Sample code to run stream processing in Apache Beam with dynamica schema loading from Google Cloud IoT Core. The schema use in this example works with the sensor metrics generated by the Foglamp Coral Environmental Sensor Board plugin.
Execute following steps to run this sample.
-
In the GCP Console, open Cloud Shell.
-
Clone the source code repository:
cd "$HOME" git clone https://github.com/kingman/coral-environ-stream-processing.git
-
Generate application default credentials:
gcloud auth application-default login --quiet
The output is similar to the following:
Go to the following link in your browser: https://accounts.google.com/o/oauth2/auth?code_challenge=... Enter verification code:
-
In a browser window, open the URL that is displayed in the output from generating the application default credentials (the preceding step).
-
Select Allow to continue.
-
Copy the code on the screen and enter it into Cloud Shell.
The output is similar to the following:
/tmp/tmp.xxxxxxxxxx/application_default_credentials.json
Note the path to the
application_default_credentials.json
file.

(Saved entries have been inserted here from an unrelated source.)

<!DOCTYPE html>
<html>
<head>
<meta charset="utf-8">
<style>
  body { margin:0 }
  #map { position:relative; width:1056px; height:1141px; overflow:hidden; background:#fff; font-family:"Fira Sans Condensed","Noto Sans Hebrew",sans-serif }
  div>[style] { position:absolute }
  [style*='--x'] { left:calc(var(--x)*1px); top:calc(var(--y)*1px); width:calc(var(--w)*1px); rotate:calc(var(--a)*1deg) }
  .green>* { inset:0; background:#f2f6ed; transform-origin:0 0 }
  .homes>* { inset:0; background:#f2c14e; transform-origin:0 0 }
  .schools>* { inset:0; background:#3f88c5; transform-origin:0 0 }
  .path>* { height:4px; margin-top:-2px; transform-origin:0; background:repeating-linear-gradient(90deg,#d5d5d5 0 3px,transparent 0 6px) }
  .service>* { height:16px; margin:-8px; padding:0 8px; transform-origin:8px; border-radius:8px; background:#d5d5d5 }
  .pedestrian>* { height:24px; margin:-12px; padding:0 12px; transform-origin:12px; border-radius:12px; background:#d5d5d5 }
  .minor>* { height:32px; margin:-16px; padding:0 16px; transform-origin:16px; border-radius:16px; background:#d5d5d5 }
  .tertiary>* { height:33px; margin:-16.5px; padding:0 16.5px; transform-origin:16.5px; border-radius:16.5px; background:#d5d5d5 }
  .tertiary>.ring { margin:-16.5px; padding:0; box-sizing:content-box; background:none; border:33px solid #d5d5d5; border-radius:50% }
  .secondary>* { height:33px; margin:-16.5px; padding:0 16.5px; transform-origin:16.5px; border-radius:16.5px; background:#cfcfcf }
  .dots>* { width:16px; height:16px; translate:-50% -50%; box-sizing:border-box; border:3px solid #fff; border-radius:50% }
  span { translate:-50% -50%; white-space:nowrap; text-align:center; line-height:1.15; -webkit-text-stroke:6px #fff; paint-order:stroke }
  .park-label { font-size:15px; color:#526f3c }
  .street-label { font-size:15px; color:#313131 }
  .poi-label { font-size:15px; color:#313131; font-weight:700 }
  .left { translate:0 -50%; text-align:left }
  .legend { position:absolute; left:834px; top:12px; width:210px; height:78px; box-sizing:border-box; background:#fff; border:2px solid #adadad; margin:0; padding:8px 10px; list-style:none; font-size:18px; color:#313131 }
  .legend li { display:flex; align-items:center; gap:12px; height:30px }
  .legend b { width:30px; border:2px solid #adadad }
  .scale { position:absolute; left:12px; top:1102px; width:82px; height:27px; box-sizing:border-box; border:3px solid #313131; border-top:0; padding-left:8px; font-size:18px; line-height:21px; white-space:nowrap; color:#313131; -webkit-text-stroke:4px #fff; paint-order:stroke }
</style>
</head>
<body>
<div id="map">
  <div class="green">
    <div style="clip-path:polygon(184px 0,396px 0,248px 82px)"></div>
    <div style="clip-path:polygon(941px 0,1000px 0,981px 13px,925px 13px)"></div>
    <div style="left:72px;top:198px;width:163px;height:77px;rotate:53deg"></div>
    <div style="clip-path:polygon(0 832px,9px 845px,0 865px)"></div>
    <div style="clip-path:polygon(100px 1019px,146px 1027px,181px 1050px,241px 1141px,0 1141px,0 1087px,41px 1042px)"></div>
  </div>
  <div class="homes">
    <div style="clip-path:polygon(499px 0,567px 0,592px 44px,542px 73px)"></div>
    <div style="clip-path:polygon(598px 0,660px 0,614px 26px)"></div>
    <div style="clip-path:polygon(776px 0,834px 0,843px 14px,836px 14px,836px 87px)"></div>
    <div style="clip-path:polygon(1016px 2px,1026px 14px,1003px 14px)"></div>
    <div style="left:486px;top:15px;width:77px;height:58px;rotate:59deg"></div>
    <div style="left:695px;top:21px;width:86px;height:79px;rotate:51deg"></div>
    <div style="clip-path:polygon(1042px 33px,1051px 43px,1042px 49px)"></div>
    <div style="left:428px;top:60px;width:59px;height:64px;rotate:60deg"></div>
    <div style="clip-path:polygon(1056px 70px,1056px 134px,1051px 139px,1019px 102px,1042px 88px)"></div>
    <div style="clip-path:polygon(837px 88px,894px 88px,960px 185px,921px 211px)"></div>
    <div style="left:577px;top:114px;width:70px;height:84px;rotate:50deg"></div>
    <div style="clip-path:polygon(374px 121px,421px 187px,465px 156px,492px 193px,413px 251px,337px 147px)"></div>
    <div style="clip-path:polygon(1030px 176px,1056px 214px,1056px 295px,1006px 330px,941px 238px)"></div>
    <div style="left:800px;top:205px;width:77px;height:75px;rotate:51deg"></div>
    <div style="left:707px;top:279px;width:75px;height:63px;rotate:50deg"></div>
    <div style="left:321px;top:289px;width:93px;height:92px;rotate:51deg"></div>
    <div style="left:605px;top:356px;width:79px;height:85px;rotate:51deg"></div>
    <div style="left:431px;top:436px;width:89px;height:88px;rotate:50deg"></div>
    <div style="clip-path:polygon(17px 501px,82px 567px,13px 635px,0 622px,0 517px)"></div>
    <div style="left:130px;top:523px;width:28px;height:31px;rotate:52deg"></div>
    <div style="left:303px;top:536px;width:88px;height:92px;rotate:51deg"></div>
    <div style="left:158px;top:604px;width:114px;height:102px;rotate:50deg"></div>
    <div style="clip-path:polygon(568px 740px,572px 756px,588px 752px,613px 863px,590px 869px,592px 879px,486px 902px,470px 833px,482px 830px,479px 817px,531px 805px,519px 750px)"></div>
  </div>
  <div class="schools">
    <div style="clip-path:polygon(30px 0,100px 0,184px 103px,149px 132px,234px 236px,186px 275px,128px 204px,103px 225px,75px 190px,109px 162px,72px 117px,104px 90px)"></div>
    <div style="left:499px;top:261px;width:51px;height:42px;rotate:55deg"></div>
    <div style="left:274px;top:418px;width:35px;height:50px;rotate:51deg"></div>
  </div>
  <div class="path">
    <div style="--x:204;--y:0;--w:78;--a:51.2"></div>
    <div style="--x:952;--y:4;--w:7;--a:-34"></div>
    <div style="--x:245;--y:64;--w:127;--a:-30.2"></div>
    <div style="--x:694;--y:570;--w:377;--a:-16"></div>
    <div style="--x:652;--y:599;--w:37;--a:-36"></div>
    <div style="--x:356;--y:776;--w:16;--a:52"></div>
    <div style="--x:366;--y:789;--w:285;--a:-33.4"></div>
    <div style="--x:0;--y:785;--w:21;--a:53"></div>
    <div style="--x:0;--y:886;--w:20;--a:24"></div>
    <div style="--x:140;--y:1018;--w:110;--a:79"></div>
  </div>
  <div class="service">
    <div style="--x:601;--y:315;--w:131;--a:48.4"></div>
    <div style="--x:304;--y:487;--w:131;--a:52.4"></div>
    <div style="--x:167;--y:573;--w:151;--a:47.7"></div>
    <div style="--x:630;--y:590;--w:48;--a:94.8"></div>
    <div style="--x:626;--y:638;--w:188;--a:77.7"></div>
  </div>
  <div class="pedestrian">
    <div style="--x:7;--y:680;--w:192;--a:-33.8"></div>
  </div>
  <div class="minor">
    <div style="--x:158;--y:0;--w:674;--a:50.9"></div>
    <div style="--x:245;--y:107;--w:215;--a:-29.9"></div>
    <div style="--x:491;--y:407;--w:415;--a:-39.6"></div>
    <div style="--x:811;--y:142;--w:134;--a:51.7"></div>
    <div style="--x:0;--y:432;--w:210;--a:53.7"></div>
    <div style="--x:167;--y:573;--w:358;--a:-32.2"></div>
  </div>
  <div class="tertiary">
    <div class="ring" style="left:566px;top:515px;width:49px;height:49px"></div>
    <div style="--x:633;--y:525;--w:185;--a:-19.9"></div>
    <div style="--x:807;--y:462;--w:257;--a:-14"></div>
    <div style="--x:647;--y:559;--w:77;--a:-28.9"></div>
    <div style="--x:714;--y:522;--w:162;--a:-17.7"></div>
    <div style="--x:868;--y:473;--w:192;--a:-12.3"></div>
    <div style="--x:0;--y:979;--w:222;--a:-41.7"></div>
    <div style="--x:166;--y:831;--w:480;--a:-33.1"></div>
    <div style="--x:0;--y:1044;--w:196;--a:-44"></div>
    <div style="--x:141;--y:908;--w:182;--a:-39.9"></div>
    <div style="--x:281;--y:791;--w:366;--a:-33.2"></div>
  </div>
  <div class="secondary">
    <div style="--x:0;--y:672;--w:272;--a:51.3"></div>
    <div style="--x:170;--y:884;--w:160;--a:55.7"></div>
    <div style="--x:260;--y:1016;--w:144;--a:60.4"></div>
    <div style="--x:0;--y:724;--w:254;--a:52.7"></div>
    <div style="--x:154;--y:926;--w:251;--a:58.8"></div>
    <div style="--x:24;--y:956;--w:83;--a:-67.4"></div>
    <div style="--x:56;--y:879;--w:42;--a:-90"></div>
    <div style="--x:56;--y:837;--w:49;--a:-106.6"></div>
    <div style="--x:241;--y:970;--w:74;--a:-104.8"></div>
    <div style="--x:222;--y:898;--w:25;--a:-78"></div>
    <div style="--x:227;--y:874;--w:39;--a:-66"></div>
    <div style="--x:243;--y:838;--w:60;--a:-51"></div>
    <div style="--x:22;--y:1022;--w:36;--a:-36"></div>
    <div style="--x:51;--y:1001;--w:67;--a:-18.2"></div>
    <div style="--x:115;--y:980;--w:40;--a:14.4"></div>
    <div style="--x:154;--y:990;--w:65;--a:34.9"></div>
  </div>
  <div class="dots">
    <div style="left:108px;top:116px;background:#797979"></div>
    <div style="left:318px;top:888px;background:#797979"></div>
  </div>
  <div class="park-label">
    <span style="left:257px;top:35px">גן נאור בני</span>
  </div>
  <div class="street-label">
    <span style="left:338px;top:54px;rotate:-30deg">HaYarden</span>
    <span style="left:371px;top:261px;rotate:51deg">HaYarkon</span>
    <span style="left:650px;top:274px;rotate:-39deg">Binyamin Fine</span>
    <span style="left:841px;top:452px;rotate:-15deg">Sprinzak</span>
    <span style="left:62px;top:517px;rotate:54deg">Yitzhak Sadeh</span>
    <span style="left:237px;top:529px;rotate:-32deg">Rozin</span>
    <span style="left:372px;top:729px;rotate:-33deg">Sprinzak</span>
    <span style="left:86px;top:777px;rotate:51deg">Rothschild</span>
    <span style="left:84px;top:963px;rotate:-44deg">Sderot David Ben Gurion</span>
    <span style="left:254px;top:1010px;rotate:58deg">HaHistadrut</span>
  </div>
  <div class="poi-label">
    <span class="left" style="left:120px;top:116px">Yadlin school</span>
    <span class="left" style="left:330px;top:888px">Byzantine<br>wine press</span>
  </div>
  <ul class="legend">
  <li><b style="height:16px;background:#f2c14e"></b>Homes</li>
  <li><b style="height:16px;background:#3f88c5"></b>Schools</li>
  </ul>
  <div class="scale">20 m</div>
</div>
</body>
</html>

You use this path to set an environment variable in the next section.
Before you can provision the necessary infrastructure for this tutorial, you need to initialize and export the following environment variables:
-
Create an environment variable that stores your Google Cloud project ID
export GOOGLE_CLOUD_PROJECT=${DEVSHELL_PROJECT_ID}
-
Create an environment variable that stores your Google Cloud region
export GOOGLE_CLOUD_REGION=[REGION]
Replace the following:
- [REGION] Your preferred region of operation, can be one of the following
us-central1
,europe-west1
, orasia-east1
- [REGION] Your preferred region of operation, can be one of the following
-
Create an environment variable that stores your Google Cloud zone
export GOOGLE_CLOUD_ZONE=[ZONE]
Replace the following:
-
[ZONE] Your preferred zone of operation, use following table to determine the possible values to set:
Region Zone us-central1 us-central1-a, us-central1-b, us-central1-c, us-central1-f europe-west1 europe-west1-b, europe-west1-c, europe-west1-d asia-east1 asia-east1-a, asia-east1-b, asia-east1-c
-
-
Create an environment variable that stores path to the default Google Cloud application default credentials, which is the value you noted in the preceding section:
export GOOGLE_APPLICATION_CREDENTIALS=[PATH]
Replace the following:
- [PATH] path to the application_default_credentials.json file
-
Setting the rest of the environment variables by running the
set-env.sh
script:cd "$HOME"/coral-environ-stream-processing/scripts . set-env.sh
You need to run the generate-tf-backend.sh
shell script that generates the Terraform backend configuration, the necessary Google Cloud service accounts, and the Cloud Storage bucket to store information about the Terraform remote state.
-
In Cloud Shell, provision your build environment:
cd "$HOME"/coral-environ-stream-processing scripts/generate-tf-backend.sh
The script is idempotent and safe to run multiple times.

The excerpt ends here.